# TASK STATEMENT
Across the records, how many lines contain "overflow"? Answer with the number alone.

[Opening INFORMATION PROVIDED section]

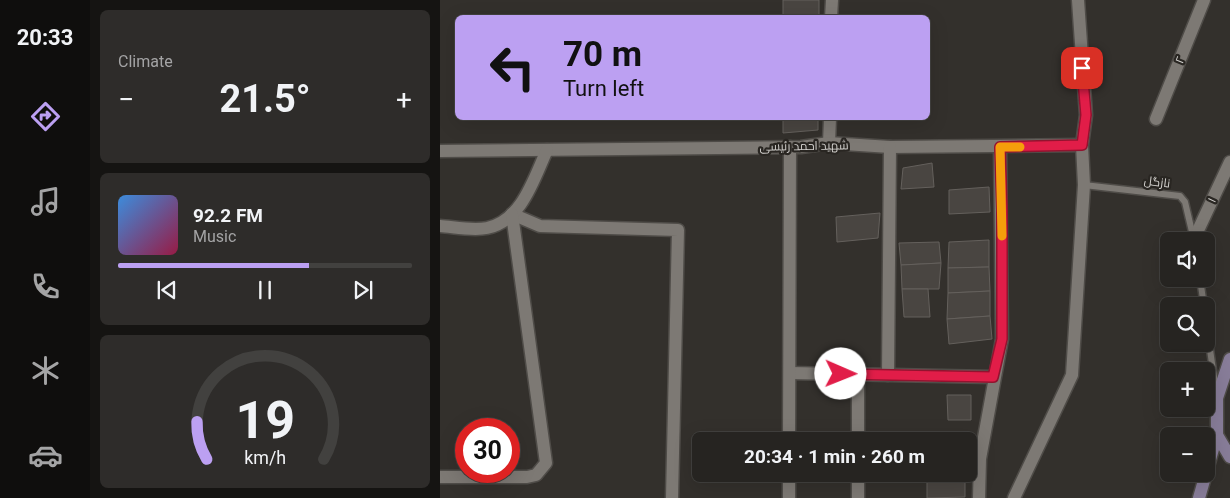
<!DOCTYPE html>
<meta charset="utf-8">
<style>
body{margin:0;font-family:Roboto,Cairo,sans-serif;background:#2e2c2a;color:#f1f3f6;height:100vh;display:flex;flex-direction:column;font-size:19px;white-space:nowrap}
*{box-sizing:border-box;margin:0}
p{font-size:16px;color:#a4a4a5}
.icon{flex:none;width:28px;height:28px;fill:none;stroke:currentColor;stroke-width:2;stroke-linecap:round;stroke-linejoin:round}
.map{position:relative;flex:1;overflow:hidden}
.drawer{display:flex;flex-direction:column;gap:10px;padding:10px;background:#151412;width:350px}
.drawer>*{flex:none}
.hud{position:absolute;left:15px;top:15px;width:475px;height:105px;border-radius:8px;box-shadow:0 5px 20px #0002,0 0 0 1px #42413f;background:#bca0f2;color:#111;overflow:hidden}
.controls{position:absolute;left:720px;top:232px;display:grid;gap:10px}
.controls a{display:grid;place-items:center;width:55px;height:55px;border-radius:8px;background:#262421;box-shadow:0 5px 20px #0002,0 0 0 1px #42413f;font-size:25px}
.speed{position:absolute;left:15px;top:418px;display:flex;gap:10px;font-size:25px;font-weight:700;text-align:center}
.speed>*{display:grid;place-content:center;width:65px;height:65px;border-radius:50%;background:#262421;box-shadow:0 5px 20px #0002,0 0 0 1px #42413f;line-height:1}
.speed .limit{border:8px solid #d22;background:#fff;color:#111}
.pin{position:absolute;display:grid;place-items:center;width:42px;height:42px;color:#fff;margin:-21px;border-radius:10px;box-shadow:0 2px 8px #0006}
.me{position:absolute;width:55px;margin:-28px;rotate:91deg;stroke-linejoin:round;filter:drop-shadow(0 0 4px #0008)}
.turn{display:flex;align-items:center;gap:18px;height:105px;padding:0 25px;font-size:22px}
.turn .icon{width:65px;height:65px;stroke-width:2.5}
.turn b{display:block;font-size:35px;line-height:42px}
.big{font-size:38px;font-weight:700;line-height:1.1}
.drawer .card{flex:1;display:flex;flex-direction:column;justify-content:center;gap:8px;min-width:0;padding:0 18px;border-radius:8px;background:#2e2c2a}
.drawer .dial{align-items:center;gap:0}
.dial svg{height:130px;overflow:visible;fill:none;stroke:#42413f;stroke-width:7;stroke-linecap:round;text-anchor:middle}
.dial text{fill:#f1f3f6;stroke:none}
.song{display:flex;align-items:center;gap:15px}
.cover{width:60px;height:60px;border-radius:8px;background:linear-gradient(135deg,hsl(210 70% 55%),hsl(340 70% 35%))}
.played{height:5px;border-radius:2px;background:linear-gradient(90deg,#bca0f2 65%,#42413f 65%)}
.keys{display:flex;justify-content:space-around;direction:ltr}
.heat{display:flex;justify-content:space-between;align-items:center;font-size:28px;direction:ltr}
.trip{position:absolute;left:252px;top:432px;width:285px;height:50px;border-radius:8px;background:#262421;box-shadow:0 5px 20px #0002,0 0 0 1px #42413f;font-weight:700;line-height:50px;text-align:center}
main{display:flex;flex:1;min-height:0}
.dock{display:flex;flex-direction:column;width:90px;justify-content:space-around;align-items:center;background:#0f0e0d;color:#a4a4a5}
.dock .icon{width:35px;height:35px}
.dock .selected{color:#bca0f2}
.dock b{font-size:22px;color:#f1f3f6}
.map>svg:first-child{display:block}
.building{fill:#494541;stroke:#64605c}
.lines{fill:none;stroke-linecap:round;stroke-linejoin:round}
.service-casing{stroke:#4f4c48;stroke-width:9}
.minor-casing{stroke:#4f4c48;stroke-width:15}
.secondary-casing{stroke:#4f4c48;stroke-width:15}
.service{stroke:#7d7974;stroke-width:6}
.minor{stroke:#7d7974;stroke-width:12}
.secondary{stroke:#887d99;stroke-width:12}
.route-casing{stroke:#92132f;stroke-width:12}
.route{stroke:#e11d48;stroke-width:9}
.slow{stroke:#f59e0b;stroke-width:9}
.labels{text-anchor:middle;stroke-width:4.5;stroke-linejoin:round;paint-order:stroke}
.street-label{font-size:12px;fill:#d4d2cf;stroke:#292622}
</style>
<main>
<nav class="dock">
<b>20:33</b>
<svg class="icon selected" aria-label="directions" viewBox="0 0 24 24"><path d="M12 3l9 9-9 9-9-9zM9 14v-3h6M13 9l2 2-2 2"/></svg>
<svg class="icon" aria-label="music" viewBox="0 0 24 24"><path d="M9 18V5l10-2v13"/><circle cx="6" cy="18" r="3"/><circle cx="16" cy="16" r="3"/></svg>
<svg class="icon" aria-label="phone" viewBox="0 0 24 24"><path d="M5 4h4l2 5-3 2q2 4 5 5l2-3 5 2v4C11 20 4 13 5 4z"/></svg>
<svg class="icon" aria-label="climate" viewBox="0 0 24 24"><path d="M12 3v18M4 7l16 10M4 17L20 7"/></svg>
<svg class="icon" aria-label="car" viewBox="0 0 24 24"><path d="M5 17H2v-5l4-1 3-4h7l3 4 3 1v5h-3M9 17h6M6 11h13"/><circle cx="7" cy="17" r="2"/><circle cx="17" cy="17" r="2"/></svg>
</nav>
<section class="drawer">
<div class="card"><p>Climate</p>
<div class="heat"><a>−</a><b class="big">21.5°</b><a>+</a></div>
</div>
<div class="card">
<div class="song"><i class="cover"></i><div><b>92.2 FM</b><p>Music</p></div></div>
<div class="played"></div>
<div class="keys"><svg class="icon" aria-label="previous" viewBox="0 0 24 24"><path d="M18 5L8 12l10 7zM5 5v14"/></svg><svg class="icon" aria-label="pause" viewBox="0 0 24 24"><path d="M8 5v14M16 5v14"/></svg><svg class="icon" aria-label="next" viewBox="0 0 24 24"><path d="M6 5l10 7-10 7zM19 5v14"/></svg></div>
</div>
<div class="card dial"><svg viewBox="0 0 100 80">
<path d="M14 69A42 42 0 1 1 86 69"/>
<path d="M14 69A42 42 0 0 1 8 46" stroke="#bca0f2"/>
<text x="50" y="56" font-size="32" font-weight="700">19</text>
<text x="50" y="72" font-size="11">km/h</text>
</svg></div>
</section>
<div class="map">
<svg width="790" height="498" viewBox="0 0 790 498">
<rect width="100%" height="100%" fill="#33302c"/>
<!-- building -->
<g class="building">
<rect x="343" y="0" width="36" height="18"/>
<polygon points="343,118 378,118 378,130 343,133"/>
<polygon points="492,163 494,187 461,189 463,168"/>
<polygon points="549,187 550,212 509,214 509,190"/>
<polygon points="440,213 438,238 397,242 396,217"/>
<polygon points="549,240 549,267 508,268 509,242"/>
<polygon points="499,242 501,263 461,265 459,243"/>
<polygon points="501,263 499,289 462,289 461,265"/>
<polygon points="549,267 550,291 508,293 508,268"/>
<polygon points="462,289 488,289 490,317 464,317"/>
<polygon points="550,291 550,316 507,319 508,293"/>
<polygon points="550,316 552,339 509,344 507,319"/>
<polygon points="507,395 531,395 531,420 508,420"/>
<polygon points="487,474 525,474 525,497 487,498"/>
</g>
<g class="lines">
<!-- service casing -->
<g class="service-casing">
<g id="service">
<polyline points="644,185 740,196 745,202 753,236"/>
<polyline points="760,279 764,306"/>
<polyline points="766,322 776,391"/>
</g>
</g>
<!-- minor casing -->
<g class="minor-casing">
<g id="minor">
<polyline points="391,18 392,0"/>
<polyline points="716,119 764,0"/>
<polyline points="389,143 390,118"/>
<polyline points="0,151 361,147 389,143 450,147 642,145"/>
<polyline points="72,214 100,226 238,230 232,498"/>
<path d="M0 226C14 227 33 231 47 228 82 221 94 178 107 150"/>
<polyline points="754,239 790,162"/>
<polyline points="350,373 553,377"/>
<polyline points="448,375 450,147"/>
<polyline points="349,441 350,147"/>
<polyline points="418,441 418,375"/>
<polyline points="0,477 87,477 96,475 106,463 72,214"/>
<polyline points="349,498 349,474"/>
<polyline points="418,498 418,474"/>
<polyline points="539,498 540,459 562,339 560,147"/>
<polyline points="574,498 632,375 644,185 642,145 646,115 638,0"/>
</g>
</g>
<!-- secondary casing -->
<g class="secondary-casing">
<g id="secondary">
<polyline points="790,359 777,398 777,435 790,457"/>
<polyline points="759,498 777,435"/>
</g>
</g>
<!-- service -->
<use href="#service" class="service"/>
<!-- minor -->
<use href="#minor" class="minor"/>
<!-- secondary -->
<use href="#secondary" class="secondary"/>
</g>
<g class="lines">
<!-- route casing -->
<g class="route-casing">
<polyline id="route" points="401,374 553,377 562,339 562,210 560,147 642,145 646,115 642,68"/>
</g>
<!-- route -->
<use href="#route" class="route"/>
<!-- slow -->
<polyline class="slow" points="562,236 560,147 580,147"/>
</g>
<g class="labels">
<!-- street labels -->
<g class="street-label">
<text transform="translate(740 60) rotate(-68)" y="4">۲</text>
<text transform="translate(364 146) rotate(-1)" y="4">شهید احمد رئیسی</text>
<text transform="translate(717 182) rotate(7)" y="4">نازگل</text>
<text transform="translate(772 200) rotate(-65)" y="4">۱</text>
</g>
</g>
</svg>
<div class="controls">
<a><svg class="icon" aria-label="sound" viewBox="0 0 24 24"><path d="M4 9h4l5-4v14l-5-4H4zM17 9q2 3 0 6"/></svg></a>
<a><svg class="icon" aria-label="search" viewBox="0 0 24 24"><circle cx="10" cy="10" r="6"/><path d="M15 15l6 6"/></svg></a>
<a>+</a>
<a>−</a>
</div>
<div class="speed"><div class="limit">30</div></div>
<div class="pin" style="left:642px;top:68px;background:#d93025"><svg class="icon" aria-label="arrive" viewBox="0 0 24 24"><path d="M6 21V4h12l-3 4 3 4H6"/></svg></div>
<svg class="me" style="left:401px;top:374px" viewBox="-20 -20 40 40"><circle r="19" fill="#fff"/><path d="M0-13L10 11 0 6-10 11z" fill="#e11d48"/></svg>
<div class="trip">20:34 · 1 min · 260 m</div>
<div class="hud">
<div class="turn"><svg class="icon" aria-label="left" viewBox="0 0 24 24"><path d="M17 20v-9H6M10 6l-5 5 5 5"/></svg><div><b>70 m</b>Turn left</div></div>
</div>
</div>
</main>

[Closing INFORMATION PROVIDED section]

# ANSWER SPACE
3